No matter. He had his design company, restaurants that bore his name, and the TGR Foundation, designed to promote golf among inner-city children.

He could have walked away with few regrets from a professional standpoint, his legacy – even with the public missteps and embarrassing episodes – was largely safe and bullet-proof.

With children, he could have gone as far out of the spotlight as he could and lived the rest of his life happy and comfortable.

That would have been the easy way out – but as we learned on Sunday, there’s no fun in that.

Pick your favorite headline – “Return to Glory” seemed to be a popular one in the aftermath of his unlikely Masters victory.

For me, his story is all about redemption, and that’s why it resonates so well with fans of all ages.

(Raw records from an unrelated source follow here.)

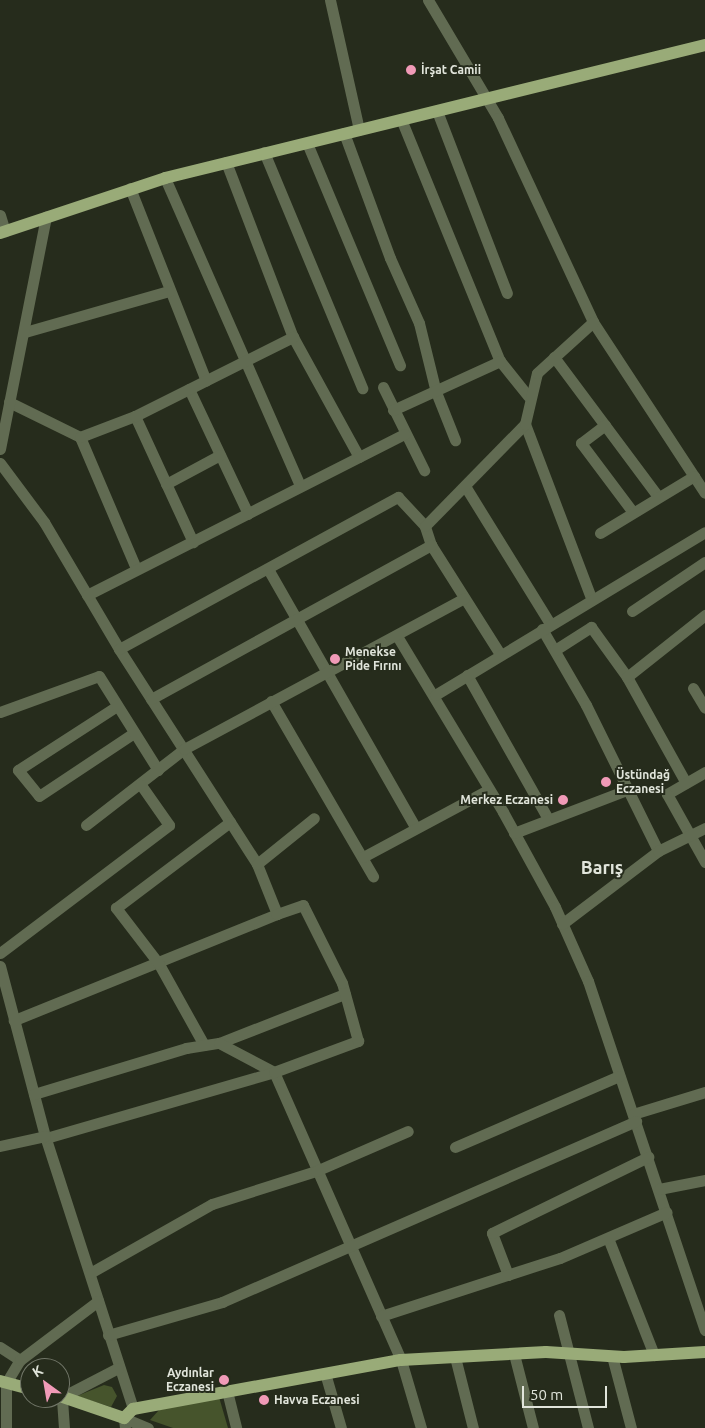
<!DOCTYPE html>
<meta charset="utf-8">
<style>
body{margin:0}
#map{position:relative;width:705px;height:1428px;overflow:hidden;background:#262c1c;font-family:Ubuntu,sans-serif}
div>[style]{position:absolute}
.green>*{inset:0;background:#46542c}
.minor>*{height:11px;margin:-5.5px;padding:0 5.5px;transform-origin:5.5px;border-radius:5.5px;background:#616b52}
.major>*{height:12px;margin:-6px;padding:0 6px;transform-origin:6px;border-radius:6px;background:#99ab78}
.dots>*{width:14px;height:14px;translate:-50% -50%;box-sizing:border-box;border:2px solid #262c1c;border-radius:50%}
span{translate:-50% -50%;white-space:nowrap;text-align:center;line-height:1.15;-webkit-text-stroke:4px #262c1c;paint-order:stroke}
.poi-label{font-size:12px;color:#e1e5db;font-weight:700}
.left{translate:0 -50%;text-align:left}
.right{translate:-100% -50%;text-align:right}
.district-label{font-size:18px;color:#e1e5db;font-weight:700}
.north{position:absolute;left:20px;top:1358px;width:50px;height:50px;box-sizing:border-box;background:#262c1c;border:1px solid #717668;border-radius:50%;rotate:328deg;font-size:14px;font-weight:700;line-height:20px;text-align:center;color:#e1e5db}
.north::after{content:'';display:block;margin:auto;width:18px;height:22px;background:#f09ab7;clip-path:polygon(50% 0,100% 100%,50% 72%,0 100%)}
.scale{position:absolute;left:522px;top:1386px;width:85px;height:22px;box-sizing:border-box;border:2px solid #e1e5db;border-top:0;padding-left:6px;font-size:15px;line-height:18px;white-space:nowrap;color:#e1e5db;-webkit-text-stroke:4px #262c1c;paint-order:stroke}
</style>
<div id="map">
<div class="green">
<i style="clip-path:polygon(104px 1385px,112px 1387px,117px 1396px,111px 1407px,77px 1396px)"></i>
<i style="clip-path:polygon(219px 1397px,228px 1428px,173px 1428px,150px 1420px,159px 1410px)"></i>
</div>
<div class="minor">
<i style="left:330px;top:0;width:133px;rotate:77.4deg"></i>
<i style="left:428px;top:0;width:137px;rotate:59.3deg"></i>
<i style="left:498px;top:118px;width:225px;rotate:65deg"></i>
<i style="left:593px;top:322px;width:204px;rotate:56.8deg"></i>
<i style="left:437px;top:111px;width:195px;rotate:69deg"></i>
<i style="left:401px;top:119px;width:261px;rotate:67.8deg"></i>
<i style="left:500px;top:361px;width:45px;rotate:51.3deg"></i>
<i style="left:344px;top:133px;width:133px;rotate:69.8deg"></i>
<i style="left:390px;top:258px;width:71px;rotate:66deg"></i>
<i style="left:419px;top:323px;width:71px;rotate:76.2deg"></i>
<i style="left:436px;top:392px;width:52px;rotate:68.4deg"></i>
<i style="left:307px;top:143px;width:241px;rotate:67.3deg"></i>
<i style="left:264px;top:152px;width:256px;rotate:67.4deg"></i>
<i style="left:226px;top:162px;width:187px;rotate:69.1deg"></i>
<i style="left:293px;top:337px;width:137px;rotate:61.2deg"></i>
<i style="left:165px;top:178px;width:336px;rotate:66.3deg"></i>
<i style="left:130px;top:188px;width:207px;rotate:68.5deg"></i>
<i style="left:0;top:215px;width:17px;rotate:73deg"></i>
<i style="left:25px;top:332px;width:150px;rotate:-15.9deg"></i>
<i style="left:554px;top:357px;width:172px;rotate:53.3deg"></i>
<i style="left:383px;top:387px;width:93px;rotate:63.7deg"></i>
<i style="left:189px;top:389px;width:138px;rotate:64.7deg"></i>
<i style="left:9px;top:402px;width:79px;rotate:26.2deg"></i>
<i style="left:80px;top:437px;width:142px;rotate:66.9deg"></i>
<i style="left:393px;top:410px;width:118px;rotate:-24.6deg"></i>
<i style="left:135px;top:416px;width:139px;rotate:65.3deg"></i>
<i style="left:525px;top:424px;width:188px;rotate:69.2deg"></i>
<i style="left:605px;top:425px;width:30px;rotate:143deg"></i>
<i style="left:581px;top:443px;width:85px;rotate:53.1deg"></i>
<i style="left:80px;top:437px;width:59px;rotate:-20.9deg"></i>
<i style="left:135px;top:416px;width:177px;rotate:-26.6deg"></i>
<i style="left:0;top:449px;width:237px;rotate:-78.8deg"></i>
<i style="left:0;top:463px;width:74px;rotate:53.3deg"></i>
<i style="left:44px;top:522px;width:147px;rotate:59.4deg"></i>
<i style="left:119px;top:649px;width:255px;rotate:57.3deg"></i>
<i style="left:257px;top:864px;width:54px;rotate:68.2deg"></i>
<i style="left:277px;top:914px;width:284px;rotate:158deg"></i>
<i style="left:166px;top:484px;width:61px;rotate:-28.2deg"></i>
<i style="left:465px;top:486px;width:163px;rotate:58.3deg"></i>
<i style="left:600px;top:533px;width:110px;rotate:-31.2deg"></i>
<i style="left:268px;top:569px;width:297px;rotate:60.3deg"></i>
<i style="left:87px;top:595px;width:356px;rotate:-26.9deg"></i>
<i style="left:632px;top:611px;width:88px;rotate:-33.9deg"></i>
<i style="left:542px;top:629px;width:88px;rotate:59.9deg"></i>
<i style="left:586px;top:705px;width:163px;rotate:63.7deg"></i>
<i style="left:397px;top:636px;width:205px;rotate:58.9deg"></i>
<i style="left:503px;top:812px;width:108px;rotate:61.3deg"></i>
<i style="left:555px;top:907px;width:81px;rotate:66deg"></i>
<i style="left:588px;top:981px;width:368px;rotate:71.5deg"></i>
<i style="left:119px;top:649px;width:318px;rotate:-28.6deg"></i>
<i style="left:398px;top:497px;width:40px;rotate:47deg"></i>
<i style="left:555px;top:650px;width:43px;rotate:-32.6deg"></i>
<i style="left:591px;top:627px;width:62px;rotate:54.2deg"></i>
<i style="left:627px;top:677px;width:121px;rotate:60.9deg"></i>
<i style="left:500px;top:654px;width:129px;rotate:-122.3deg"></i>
<i style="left:431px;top:545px;width:20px;rotate:-108deg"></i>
<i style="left:425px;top:526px;width:143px;rotate:-45.6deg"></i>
<i style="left:525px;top:424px;width:52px;rotate:-76.8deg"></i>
<i style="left:537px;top:373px;width:76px;rotate:-42.3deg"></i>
<i style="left:467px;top:675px;width:165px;rotate:60.6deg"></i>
<i style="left:627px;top:677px;width:100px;rotate:-38.5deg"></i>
<i style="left:693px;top:688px;width:23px;rotate:59deg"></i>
<i style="left:435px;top:695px;width:315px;rotate:-31.1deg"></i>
<i style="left:151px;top:699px;width:320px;rotate:-28.8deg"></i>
<i style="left:271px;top:701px;width:203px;rotate:59.8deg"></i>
<i style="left:117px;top:706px;width:118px;rotate:147.1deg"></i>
<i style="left:18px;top:770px;width:33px;rotate:51deg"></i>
<i style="left:39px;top:796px;width:114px;rotate:-33.6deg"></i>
<i style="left:0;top:712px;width:105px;rotate:-20deg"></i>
<i style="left:99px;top:676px;width:111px;rotate:57.9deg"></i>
<i style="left:705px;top:772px;width:44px;rotate:149.9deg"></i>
<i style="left:667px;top:794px;width:78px;rotate:60.8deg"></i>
<i style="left:86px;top:825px;width:124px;rotate:-37.8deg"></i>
<i style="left:184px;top:749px;width:318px;rotate:-28.3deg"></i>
<i style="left:514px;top:833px;width:123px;rotate:-20.9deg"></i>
<i style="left:363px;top:857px;width:142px;rotate:-28.2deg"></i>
<i style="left:257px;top:864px;width:73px;rotate:-38.9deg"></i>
<i style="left:562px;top:924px;width:121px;rotate:-37.2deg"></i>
<i style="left:658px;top:851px;width:52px;rotate:-26.1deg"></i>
<i style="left:0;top:953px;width:212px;rotate:-37.1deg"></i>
<i style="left:169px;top:825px;width:49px;rotate:-125deg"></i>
<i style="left:0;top:966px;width:176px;rotate:75.2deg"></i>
<i style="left:45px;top:1136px;width:287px;rotate:72.1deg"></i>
<i style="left:219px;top:1043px;width:135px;rotate:-21.3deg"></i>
<i style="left:204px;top:1045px;width:93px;rotate:-119.1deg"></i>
<i style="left:159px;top:964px;width:71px;rotate:-127.5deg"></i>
<i style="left:116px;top:908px;width:143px;rotate:-37deg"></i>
<i style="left:34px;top:1094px;width:159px;rotate:-16.8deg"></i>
<i style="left:186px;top:1048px;width:33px;rotate:-9deg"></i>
<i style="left:219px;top:1043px;width:62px;rotate:27.8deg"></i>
<i style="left:274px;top:1072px;width:315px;rotate:66.2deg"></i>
<i style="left:401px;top:1360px;width:71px;rotate:73.6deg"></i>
<i style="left:633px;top:1114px;width:75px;rotate:-17deg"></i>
<i style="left:46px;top:1138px;width:237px;rotate:-16.1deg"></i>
<i style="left:274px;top:1072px;width:90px;rotate:-20.3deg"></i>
<i style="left:358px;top:1041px;width:60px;rotate:-105.4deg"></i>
<i style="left:342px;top:983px;width:87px;rotate:-116.6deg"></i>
<i style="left:303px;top:905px;width:28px;rotate:161deg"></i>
<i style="left:0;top:1146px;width:46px;rotate:-12.5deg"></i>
<i style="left:455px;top:1147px;width:179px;rotate:-23.4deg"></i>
<i style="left:659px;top:1189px;width:47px;rotate:-11.1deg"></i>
<i style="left:608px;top:1238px;width:126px;rotate:68.5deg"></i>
<i style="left:90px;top:1273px;width:140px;rotate:-29.5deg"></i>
<i style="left:212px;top:1204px;width:109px;rotate:-17.6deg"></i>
<i style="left:316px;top:1171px;width:100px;rotate:-23.5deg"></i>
<i style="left:508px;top:1275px;width:45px;rotate:-110.9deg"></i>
<i style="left:492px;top:1233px;width:174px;rotate:-26deg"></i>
<i style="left:559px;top:1315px;width:117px;rotate:75.6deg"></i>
<i style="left:381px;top:1316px;width:188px;rotate:-18deg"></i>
<i style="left:560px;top:1258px;width:116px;rotate:-23.3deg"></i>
<i style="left:108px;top:1335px;width:119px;rotate:-16.1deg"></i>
<i style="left:222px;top:1302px;width:452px;rotate:-23.6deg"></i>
<i style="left:0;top:1347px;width:24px;rotate:33deg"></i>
<i style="left:514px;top:1354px;width:76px;rotate:75.6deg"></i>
<i style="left:612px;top:1356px;width:74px;rotate:75.2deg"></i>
<i style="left:455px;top:1357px;width:73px;rotate:75.8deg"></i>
<i style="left:325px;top:1373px;width:57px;rotate:73.8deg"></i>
<i style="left:227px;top:1391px;width:38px;rotate:76deg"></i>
<i style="left:6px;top:1428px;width:45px;rotate:-90deg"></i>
<i style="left:6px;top:1383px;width:27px;rotate:-59deg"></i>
<i style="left:20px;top:1360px;width:98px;rotate:-37.1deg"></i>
<i style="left:64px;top:1428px;width:31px;rotate:-94deg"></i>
<i style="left:62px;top:1397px;width:63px;rotate:-27.4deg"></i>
<i style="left:125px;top:1428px;width:10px;rotate:-96deg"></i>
<i style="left:124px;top:1418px;width:26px;rotate:23deg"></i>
</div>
<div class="major">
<i style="left:0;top:233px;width:174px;rotate:-18.4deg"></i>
<i style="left:165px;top:178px;width:556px;rotate:-13.84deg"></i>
<i style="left:0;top:1381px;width:31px;rotate:15deg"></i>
<i style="left:60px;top:1396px;width:68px;rotate:19deg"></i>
<i style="left:124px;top:1418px;width:13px;rotate:-45deg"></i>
<i style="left:133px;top:1409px;width:272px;rotate:-10.4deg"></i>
<i style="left:401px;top:1360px;width:145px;rotate:-3.2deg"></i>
<i style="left:546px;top:1352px;width:78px;rotate:3.7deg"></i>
<i style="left:624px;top:1357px;width:81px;rotate:-3.5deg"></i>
</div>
<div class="dots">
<i style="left:411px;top:70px;background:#f09ab7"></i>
<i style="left:335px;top:659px;background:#f09ab7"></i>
<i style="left:606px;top:782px;background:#f09ab7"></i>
<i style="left:563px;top:800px;background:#f09ab7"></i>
<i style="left:224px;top:1380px;background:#f09ab7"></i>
<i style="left:264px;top:1400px;background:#f09ab7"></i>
</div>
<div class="poi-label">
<span class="left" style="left:421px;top:70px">İrşat Camii</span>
<span class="left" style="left:345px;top:659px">Menekse<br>Pide Fırını</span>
<span class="left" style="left:616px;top:782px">Üstündağ<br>Eczanesi</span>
<span class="right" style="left:553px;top:800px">Merkez Eczanesi</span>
<span class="right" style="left:214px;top:1380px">Aydınlar<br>Eczanesi</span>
<span class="left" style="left:274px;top:1400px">Havva Eczanesi</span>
</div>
<div class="district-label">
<span style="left:602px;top:867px">Barış</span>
</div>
<div class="north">K</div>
<div class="scale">50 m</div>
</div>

Virtually none of us will experience life and all of the various ups and downs that go with it the way Woods has.

But we’ve all gone through things in our own lives that have made us believe there was no hope, no way out of a difficult situation and wondering what comes next.

To see Woods accomplish something that no one – including him – believed was possible, makes it a “Where were you when” moment.

To see him walk off the 18th green at Augusta and share huge hugs with his children, in virtually the same spot where he hugged his father following his first Masters and first major championship in 1997, is what stirred the emotions.

It all added up to this generation’s most poignant and most emotion-filled “Where were you when?” moment, because of the lessons learned as much as what Woods did at Augusta National.

And for area sports fans to have a connection to Woods through the Payne’s Valley course, some of which is set to open this year, with a full-scale opening sometime in 2020, just makes it all better. Even if it’s only a little, this also is “our” Tiger Woods.

As sports fans and observers in this day, we love a success story. Many savor the experience when heroes fall. The most rare of what comes next – a resurgence to the top – is what we saw last week at Augusta National.

Woods has spent 683 weeks in the No. 1 spot in the World Golf Ranking. It plummeted to near 1,200 in the depths of his freefall. The newest ranking released Sunday has him back at No. 6.

And for those paying attention, the next two majors – next month’s PGA Championship at Bethpage Black, and the U.S. Open in June at Pebble Beach – are at venues where Woods has won major championships.

He may not stay at 15 major titles for long.

After all, nothing, it seems, is impossible.

Where were you when you learned that lesson again? I bet you remember.